Estudo investiga se hábitos de consumo conseguem prever a que grupos sociais pertencemos e se estamos ficando cada vez mais isolados em “bolhas” culturais.
Qual é o assunto da pesquisa?
O estudo parte da percepção de que a distância cultural entre grupos sociais está cada vez maior, especialmente em razão da crescente polarização política. Faz parte do senso comum imaginar que pessoas que usam certas marcas de roupa têm determinado poder aquisitivo, indivíduos que consomem tal tipo de entretenimento votam em certo candidato etc. Porém, será que nossos hábitos podem de fato prever quem somos? E mais do que isso, será que estamos ficando cada vez mais isolados em nossas “bolhas” culturais?

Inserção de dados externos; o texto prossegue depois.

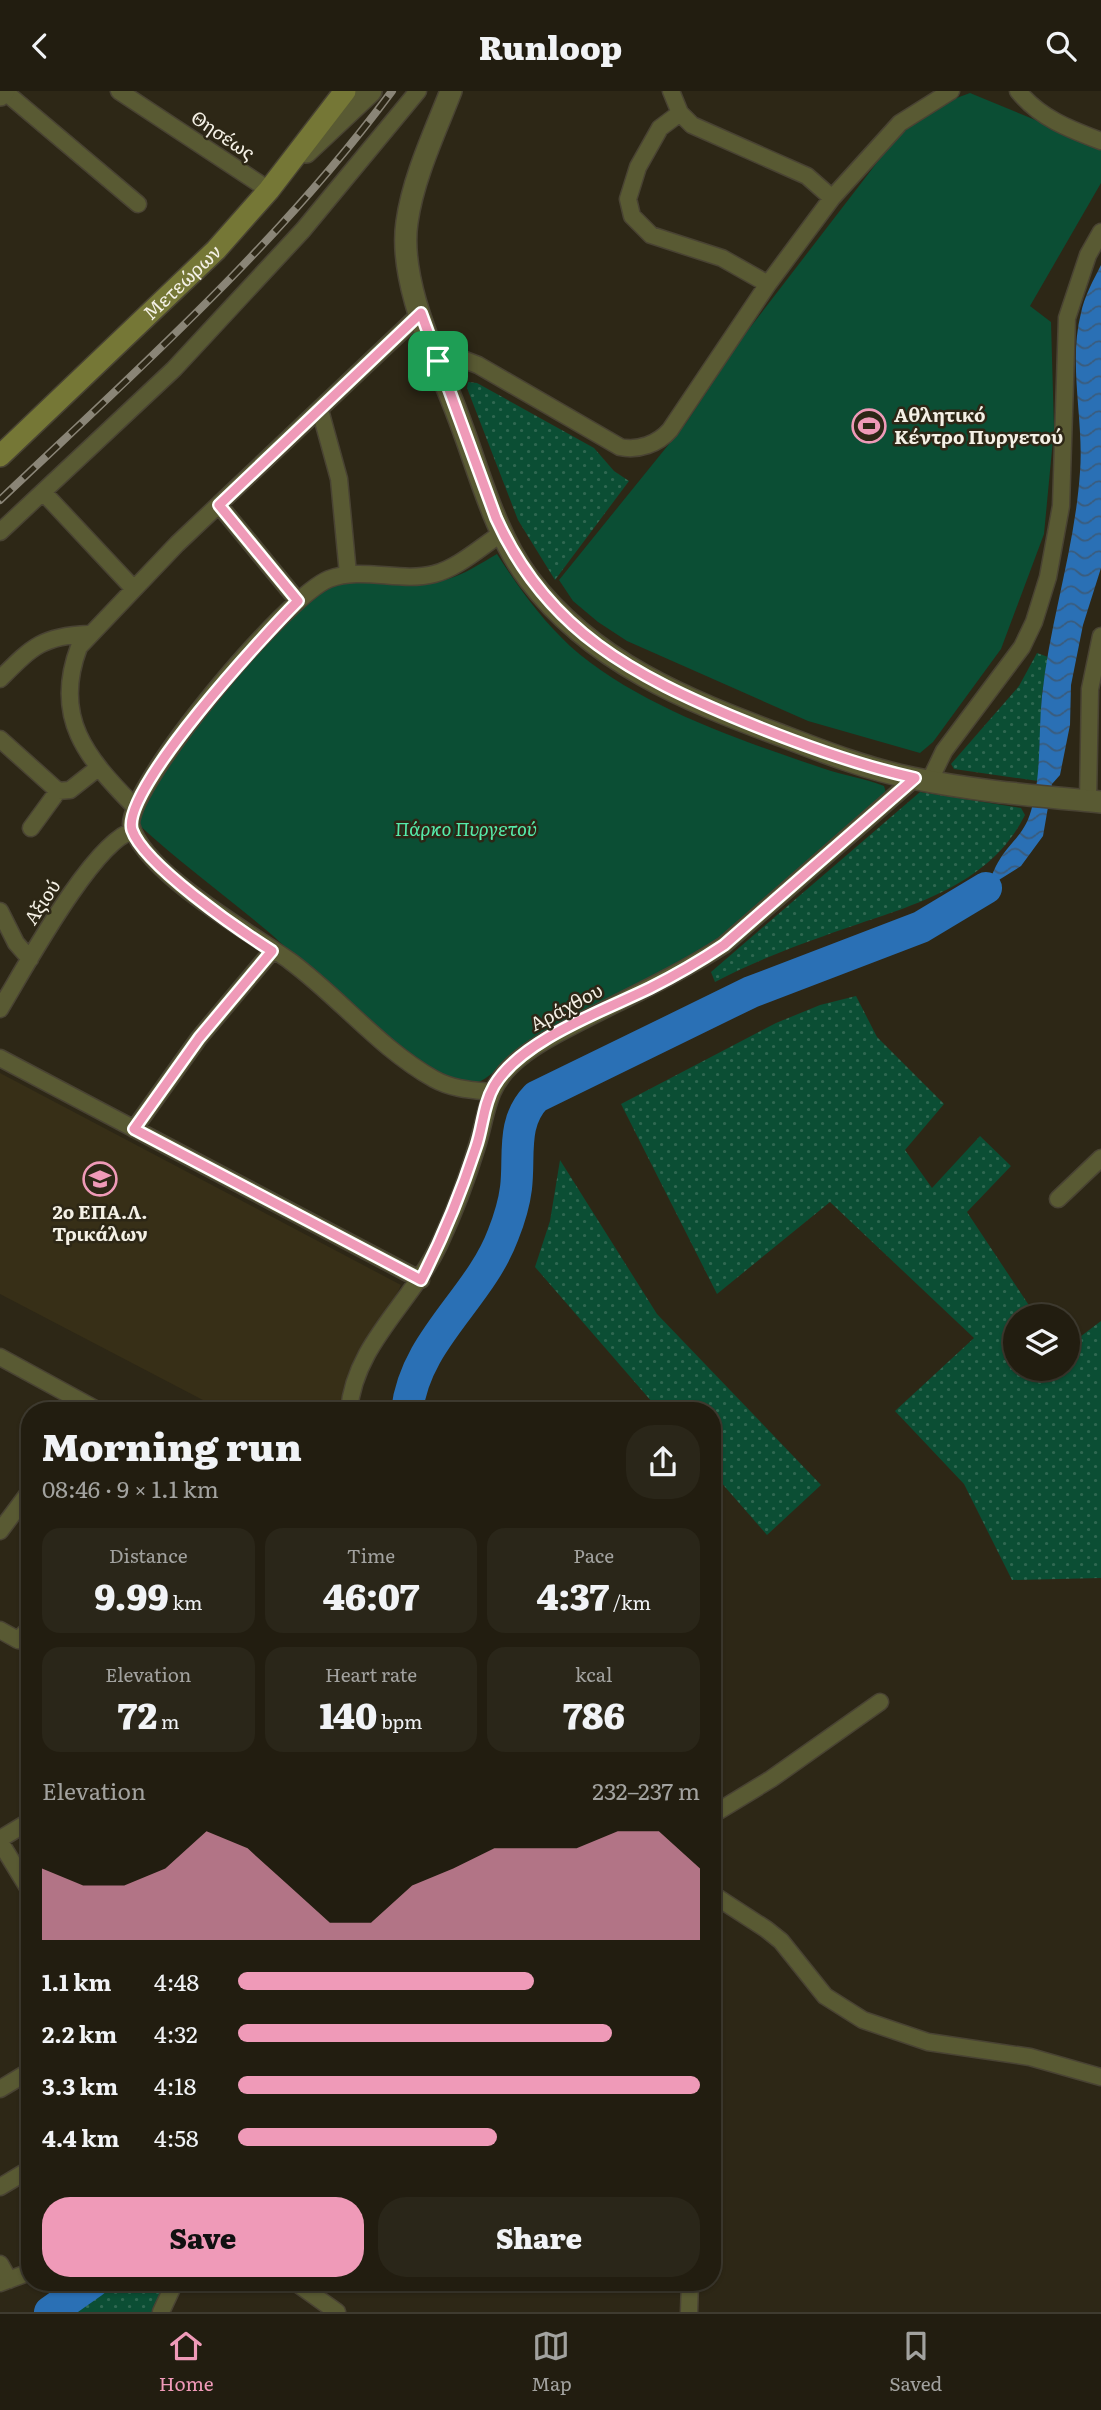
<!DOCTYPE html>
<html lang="en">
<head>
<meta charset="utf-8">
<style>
  body { margin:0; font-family:Literata,serif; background:#2a2619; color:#f1f3f6; height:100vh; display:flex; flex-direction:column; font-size:26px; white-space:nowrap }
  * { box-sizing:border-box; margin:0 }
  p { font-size:23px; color:#a2a29f }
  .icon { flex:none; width:38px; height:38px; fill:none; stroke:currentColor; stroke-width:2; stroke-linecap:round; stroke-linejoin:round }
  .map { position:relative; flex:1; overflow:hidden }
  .sheet { position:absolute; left:21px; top:1311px; width:700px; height:889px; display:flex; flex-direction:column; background:#221d10; border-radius:28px; box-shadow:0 2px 5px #0004,0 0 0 2px #3f3b30 }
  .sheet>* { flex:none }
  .fabs { position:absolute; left:1003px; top:1213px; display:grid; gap:14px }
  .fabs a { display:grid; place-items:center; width:77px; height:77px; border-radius:50%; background:#221d10; box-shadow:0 2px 5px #0004,0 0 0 2px #3f3b30; font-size:35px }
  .pin { position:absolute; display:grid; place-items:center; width:60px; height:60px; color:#fff; margin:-30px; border-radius:14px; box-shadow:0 4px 10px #0006 }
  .round { display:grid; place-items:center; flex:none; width:74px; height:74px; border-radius:28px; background:#2a2619 }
  .headline { display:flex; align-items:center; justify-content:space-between; height:119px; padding:0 21px }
  h1 { font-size:38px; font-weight:800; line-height:52px }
  .metrics { display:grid; grid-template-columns:repeat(3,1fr); gap:10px; height:119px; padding:7px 21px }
  .metrics div { display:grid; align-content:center; border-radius:18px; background:#2a2619; text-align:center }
  .metrics b { font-size:35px; font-weight:800 }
  .metrics small { font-size:19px; font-weight:400 }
  .metrics p { font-size:19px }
  .chart { height:196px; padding:14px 21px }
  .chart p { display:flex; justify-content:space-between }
  .chart svg { width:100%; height:126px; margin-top:7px; fill:#ef9ab8; opacity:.7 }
  .button { display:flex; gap:14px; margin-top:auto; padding:14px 21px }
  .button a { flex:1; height:80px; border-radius:28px; background:#ef9ab8; color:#111; font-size:28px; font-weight:800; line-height:80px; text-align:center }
  .button a+a { background:#2a2619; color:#f1f3f6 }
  ul { padding:0 21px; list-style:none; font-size:23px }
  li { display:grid; grid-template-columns:112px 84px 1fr; align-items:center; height:52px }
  li i { height:18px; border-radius:9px; background:#ef9ab8 }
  header { display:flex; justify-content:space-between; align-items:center; height:91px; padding:0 21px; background:#221d10; font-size:32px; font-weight:800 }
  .menu { display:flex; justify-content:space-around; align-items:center; height:98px; border-top:2px solid #3f3b30; background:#221d10; font-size:19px; color:#a2a29f }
  .menu a { display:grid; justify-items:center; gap:4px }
  .menu .current { color:#ef9ab8 }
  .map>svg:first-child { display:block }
  .built { fill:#372f17 }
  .grass { fill:url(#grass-dots) }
  .park { fill:#0b4e34 }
  .water { fill:url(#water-waves) }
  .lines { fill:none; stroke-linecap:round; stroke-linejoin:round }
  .river { stroke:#2a70b5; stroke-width:32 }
  .minor-casing { stroke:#494333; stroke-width:19 }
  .tertiary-casing { stroke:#494333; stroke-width:24 }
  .secondary-casing { stroke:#494333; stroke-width:24 }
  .minor { stroke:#595a33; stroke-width:16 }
  .tertiary { stroke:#595a33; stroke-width:21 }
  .secondary { stroke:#757736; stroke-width:21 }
  .rail-casing { stroke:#8a8577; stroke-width:8 }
  .rail { stroke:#2d2716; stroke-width:5; stroke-dasharray:16; stroke-linecap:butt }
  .route-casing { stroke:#fff; stroke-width:14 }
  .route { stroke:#ef9ab8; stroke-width:9 }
  .labels { text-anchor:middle; stroke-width:5; stroke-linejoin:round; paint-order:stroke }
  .street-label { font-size:19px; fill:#f4f0e5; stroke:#2d2716 }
  .poi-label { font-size:19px; font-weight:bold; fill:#f4f0e5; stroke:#2d2716; text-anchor:start }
  .park-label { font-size:19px; font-style:italic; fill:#55ebaa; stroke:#2d2716 }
</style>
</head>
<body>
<header><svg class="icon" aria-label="back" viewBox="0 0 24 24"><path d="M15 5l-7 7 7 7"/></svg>Runloop<svg class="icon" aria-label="search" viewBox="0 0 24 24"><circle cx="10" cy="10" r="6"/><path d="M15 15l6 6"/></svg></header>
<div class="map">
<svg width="1101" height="2221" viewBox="0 0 1101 2221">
  <defs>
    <pattern id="grass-dots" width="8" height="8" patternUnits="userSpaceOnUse" patternTransform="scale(1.75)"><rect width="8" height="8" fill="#0b4e34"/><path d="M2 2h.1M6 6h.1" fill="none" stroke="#2f6851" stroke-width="1.8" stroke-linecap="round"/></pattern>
    <pattern id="water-waves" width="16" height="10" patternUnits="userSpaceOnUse" patternTransform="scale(1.75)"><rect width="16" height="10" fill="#2a70b5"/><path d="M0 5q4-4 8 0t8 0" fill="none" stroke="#3a5c7d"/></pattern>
  </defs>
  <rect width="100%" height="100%" fill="#2d2716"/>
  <!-- built -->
  <path class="built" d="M 0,982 L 401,1194 L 344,1319 L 222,1319 L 0,1203 Z"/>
  <!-- grass -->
  <path class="grass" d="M 468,291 L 477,292 L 594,357 L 614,380 L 629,390 L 555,489 L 518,429 L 467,297 Z
    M 1037,562 L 1048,566 L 1042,603 L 1038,690 L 954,678 L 951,673 L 1019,595 Z
    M 920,701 L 1021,717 L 1025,724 C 987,801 897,818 824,845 C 787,858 749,873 715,891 L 711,881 Z
    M 856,905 L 877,946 L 944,1013 L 905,1059 L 932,1097 L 980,1045 L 1011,1075 L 967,1121 L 1036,1225 L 1015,1225 L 1015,1278 L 1068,1278 L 1068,1255 L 1101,1230 L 1101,1487 L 1012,1489 L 964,1393 L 895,1320 L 974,1247 L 830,1111 L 717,1203 L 621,1013 L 776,932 L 820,914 Z
    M 560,1069 L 657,1223 L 821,1394 L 767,1444 L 712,1381 L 712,1320 L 659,1319 L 535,1176 L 550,1130 Z
    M 113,2191 L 168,2191 L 153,2221 L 70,2221 Z"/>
  <!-- park -->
  <path class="park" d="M 970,2 L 1101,56 L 1101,92 L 1030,215 L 1051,231 L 1054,338 L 1044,443 L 1001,558 L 933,651 L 920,662 L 808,630 L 627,550 L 598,531 L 573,510 L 559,489 L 686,332 L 742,247 L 892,52 L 924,19 Z
    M 497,463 C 518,496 541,528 570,555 C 636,614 739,649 822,677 C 842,684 864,687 884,695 L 887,705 L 716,852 L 510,966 C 496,978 482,997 461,993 C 414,984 307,873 265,838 C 223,803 178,770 138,733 L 138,721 C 174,668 283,504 344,489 C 374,481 414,496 445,489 C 464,484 481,472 497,463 Z"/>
  <!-- water -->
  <path class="water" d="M 1101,174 L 1101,477 L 1083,534 L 1071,594 L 1070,634 L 1060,684 L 1052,693 L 1043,745 L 1021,775 L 986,797 C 991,788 994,777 1000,768 C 1011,750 1024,744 1031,720 C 1042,683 1038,643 1042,605 C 1050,529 1075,457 1080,381 C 1084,329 1068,273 1081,222 C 1084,206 1094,188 1101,174 Z"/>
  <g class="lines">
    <!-- river -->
    <path class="river" d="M 407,1320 C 415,1249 479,1208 503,1144 C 509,1129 514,1113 516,1097 C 520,1065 511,1032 536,1006 L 751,901 L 921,836 L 986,797
      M 50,2221 L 93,2191"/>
    <defs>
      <path id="minor" d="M 4,0 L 138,113
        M 119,0 L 269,99
        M 671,0 L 680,22 L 692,34 L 807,85 L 832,107
        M 1018,0 C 1040,27 1069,38 1101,50
        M 680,22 L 660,37 L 638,76 L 628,108 L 632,125 L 651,144 L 722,167 L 768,193
        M 438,270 L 457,266 L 478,274 L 620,356 C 638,360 658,353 670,339 L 768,193 L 832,107 L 900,32 L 951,0
        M 320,319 L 339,388 L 348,483
        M 43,401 L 133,497
        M 219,414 L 298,510
        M 0,441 L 174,278 L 303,139 L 418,0
        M 0,588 C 32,556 42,545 88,543
        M 0,648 L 58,700 L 70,699 L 98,677
        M 930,689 L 944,660 L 1022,556 L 1034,531 L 1048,486 L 1061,415 L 1067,227 L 1088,164 L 1101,141
        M 1088,710 L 1090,598 L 1101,545
        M 134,715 C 87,667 52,627 79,556 L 177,453 L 421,222
        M 31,737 L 58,700
        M 0,820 L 16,852 L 30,868
        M 0,918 C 23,880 94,749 133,740
        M 0,967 L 421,1189
        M 491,1001 C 471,999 452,998 434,988 C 380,958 339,906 290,870 C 251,842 142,781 131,733 C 132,689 286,505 329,488 C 362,475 400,492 434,483 C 458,477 482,455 502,442
        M 134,1038 L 199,947 L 272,860
        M 1058,1108 L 1101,1067
        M 0,1266 L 99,1320
        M 349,1320 C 354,1254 412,1211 439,1154 C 454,1122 467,1088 477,1055 C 487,1024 486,998 512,974 C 532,955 559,942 584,929 C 631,905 679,883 724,854 L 915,687
        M 0,1440 L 30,1400
        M 0,1539 L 18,1549 L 30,1537
        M 712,1724 L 771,1688 L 880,1611
        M 0,1748 L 30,1730
        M 0,1751 L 30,1800
        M 712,1803 L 766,1838 L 781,1850 L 825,1905 L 863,1929 L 928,1951 L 1030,1966 L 1101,1986
        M 0,1998 L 30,1980
        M 0,2096 L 30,2078
        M 0,2173 L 9,2189
        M 295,2191 L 337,2221
        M 0,2192 L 30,2181
        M 161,2221 L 175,2191
        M 689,2221 L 690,2191"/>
      <path id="tertiary" d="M 451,0 C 435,41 413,87 407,131 C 398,191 437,269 458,325 C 479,379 494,442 529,488 C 592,571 686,609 780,644 C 824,661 867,678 912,687 C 974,700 1038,705 1101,711
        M 0,4 L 4,0
        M 306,61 L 371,0"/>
      <g id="secondary">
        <path id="s1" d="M 0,365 L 216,159 L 269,99 L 345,0"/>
      </g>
    </defs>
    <!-- minor casing -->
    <use href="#minor" class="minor-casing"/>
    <!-- tertiary casing -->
    <use href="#tertiary" class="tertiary-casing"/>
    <!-- secondary casing -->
    <use href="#secondary" class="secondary-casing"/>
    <!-- minor -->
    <use href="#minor" class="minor"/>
    <!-- tertiary -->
    <use href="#tertiary" class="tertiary"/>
    <!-- secondary -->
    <use href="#secondary" class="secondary"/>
    <defs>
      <path id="rail" d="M 0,409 C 137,279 279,153 392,0"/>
    </defs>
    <!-- rail casing -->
    <use href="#rail" class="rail-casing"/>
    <!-- rail -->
    <use href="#rail" class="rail"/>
  </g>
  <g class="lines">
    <defs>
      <path id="route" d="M 421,222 L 496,427 C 547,540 634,585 743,630 C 799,653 856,674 915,687 L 724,854 C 700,870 676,884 650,897 C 603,920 521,949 494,995 C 483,1014 483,1036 476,1056 C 461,1102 443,1146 421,1189 L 134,1038 L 199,947 L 272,860 C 239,839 144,774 132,739 C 120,699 266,542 298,510 L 219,414 Z"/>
    </defs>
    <!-- route casing -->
    <use href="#route" class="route-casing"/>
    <!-- route -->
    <use href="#route" class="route"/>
  </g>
  <!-- icons -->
  <defs>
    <symbol id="stadium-ring" viewBox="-11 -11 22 22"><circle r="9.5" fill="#2d2716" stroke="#ef9ab8" stroke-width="1.5"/><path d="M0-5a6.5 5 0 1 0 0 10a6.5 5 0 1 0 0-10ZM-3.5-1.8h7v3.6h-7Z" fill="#ef9ab8"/></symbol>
    <symbol id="school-ring" viewBox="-11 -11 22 22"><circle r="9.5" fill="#2d2716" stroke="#ef9ab8" stroke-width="1.5"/><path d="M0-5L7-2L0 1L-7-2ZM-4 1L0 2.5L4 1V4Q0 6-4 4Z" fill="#ef9ab8"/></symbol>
  </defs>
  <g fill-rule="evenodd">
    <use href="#stadium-ring" x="850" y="316" width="38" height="38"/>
    <use href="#school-ring" x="81" y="1069" width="38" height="38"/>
  </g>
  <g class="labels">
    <!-- street labels -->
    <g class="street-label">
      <text transform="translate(223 44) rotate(34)" y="7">Θησέως</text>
      <text dy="7" stroke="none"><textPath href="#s1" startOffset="252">Μετεώρων</textPath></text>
      <text transform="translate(42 811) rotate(-57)" y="7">Αξιού</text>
      <text transform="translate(566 916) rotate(-28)" y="7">Αράχθου</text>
    </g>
    <!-- poi labels -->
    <g class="poi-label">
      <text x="894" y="331">Αθλητικό<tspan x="894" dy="22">Κέντρο Πυργετού</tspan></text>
      <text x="100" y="1128" text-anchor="middle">2ο ΕΠΑ.Λ.<tspan x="100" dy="22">Τρικάλων</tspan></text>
    </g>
    <!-- park labels -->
    <g class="park-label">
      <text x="466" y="745">Πάρκο Πυργετού</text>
    </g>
  </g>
</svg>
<div class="fabs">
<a><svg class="icon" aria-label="layers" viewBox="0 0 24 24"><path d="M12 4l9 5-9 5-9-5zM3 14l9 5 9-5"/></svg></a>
</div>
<div class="pin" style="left:438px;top:270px;background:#1e9e55"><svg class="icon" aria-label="arrive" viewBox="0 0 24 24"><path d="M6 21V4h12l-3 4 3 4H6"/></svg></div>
<section class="sheet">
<div class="headline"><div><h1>Morning run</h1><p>08:46 · 9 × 1.1 km</p></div><a class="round"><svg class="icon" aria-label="share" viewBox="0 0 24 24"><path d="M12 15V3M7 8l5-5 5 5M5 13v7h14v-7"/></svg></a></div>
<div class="metrics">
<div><p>Distance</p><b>9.99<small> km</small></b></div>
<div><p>Time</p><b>46:07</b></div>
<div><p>Pace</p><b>4:37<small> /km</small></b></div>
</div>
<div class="metrics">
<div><p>Elevation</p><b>72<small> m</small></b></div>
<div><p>Heart rate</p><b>140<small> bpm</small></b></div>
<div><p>kcal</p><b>786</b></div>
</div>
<div class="chart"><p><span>Elevation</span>232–237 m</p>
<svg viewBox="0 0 160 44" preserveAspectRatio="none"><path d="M0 44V19L10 25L20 25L30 19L40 6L50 12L60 25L70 38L80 38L90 25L100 19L110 12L120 12L130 12L140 6L150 6L160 19V44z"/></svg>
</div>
<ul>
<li><b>1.1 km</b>4:48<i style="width:64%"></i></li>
<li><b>2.2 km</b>4:32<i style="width:81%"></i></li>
<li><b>3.3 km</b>4:18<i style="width:100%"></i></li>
<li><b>4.4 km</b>4:58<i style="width:56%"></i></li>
</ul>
<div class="button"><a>Save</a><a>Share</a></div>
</section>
</div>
<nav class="menu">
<a class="current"><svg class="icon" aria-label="home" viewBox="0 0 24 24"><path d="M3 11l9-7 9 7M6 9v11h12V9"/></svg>Home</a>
<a><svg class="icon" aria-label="map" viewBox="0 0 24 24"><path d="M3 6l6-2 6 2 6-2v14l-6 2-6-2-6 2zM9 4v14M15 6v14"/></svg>Map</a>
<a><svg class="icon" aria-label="saved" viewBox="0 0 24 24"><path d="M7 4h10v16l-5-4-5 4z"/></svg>Saved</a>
</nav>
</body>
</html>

Pesquisadores da Universidade de Chicago investigaram essas questões. Embora o estudo tenha sido realizado nos EUA, é possível relacionar os resultados alcançados ao Brasil e, principalmente, refletir sobre o poder preditivo dos dados – uma das bases para quem trabalha com Data Science.
Qual foi o método utilizado?
Os pesquisadores mediram a extensão da distância cultural entre grupos sociais ao longo do tempo. Eles dividiram esses grupos sociais segundo renda, gênero, nível educacional, raça e ideologia política e investigaram se era possível prever o pertencimento a esses grupos segundo hábitos de consumo, utilização de mídia, crenças e gasto de tempo.
Foram utilizados algoritmos de machine learning para detectar padrões nos seguintes bancos de dados, com respostas de questionários aplicados ao longo de décadas: The American Heritage Time Use Study (pesquisa realizada com 669 a 10.210 entrevistados a respeito de como gastaram seu tempo com sono, trabalho e entretenimento), The General Social Survey (entre 1.093 e 3.735 pesquisados sobre suas crenças a respeito de assuntos sociais) e Mediamark Research Intelligence (entre 15.352 e 22.033 adultos consultados sobre hábitos de consumo e entretenimento).
As predições foram realizadas com três abordagens estatísticas diferentes: rede elástica, árvore de regressão e floresta aleatória.
Resultados
É interessante observar as mudanças de poder preditivo ao longo dos anos. Em 2016, o hábito de consumo que melhor prevê que uma pessoa é rica é ter realizado uma viagem doméstica. Em 1992, o hábito mais representativo era ter uma máquina de lavar louças. Outros resultados podem ser conferidos na tabela a seguir.
O estudo apresenta diversos outros hábitos capazes de prever o pertencimento a determinados grupos sociais. Por exemplo, em todos os anos o consumo de álcool foi um bom preditor para a ideologia política – liberais tendem a beber mais do que conservadores. Outros padrões de consumo podem ser vistos na tabela a seguir.
É interessante também observar as diferenças culturais em relação à utilização de mídia e as crenças que melhor predisseram a ideologia política. Por exemplo, assistir ao filme Juno ou à série Sex and the City é um bom preditor de que o espectador é um liberal. Por outro lado, quem assiste a The O’Reilly Factor tem maior chance de ser conservador.
Curiosamente, o estudo não foi capaz de detectar um crescimento das distâncias culturais entre todos os grupos sociais, à exceção dos grupos relacionados à ideologia política. Em outras palavras, homens e mulheres, ricos e pobres, brancos e negros, têm mantidos hábitos culturais semelhantes ao longo do tempo. Porém, as bolhas culturais entre conservadores e liberais têm se distanciado cada vez mais. Em 1976, a porcentagem de diferenças entre conservadores e liberais em assuntos como casamento, sexo e religião era 63%. Em 1996, ela subiu para 70,5% e, em 2016, alcança 77,8%. Como diz Emir Kamenica, um dos pesquisadores responsáveis pelo estudo:
Este não é um fenômeno novo. Nos últimos 40 anos, liberais e conservadores estão discordando mais a cada ano. Em todos os tópicos, liberais e conservadores estão discordando mais do que costumavam.
Segundo Marianne Bertrand, também responsável pela pesquisa, ter referências culturais comuns – como programas de televisão e filmes – é importante porque permite a conversação e a troca entre pessoas com pontos de vista diferentes. Se ficarmos cada vez mais isolados, dificultaremos cada vez mais nossa capacidade de diálogo.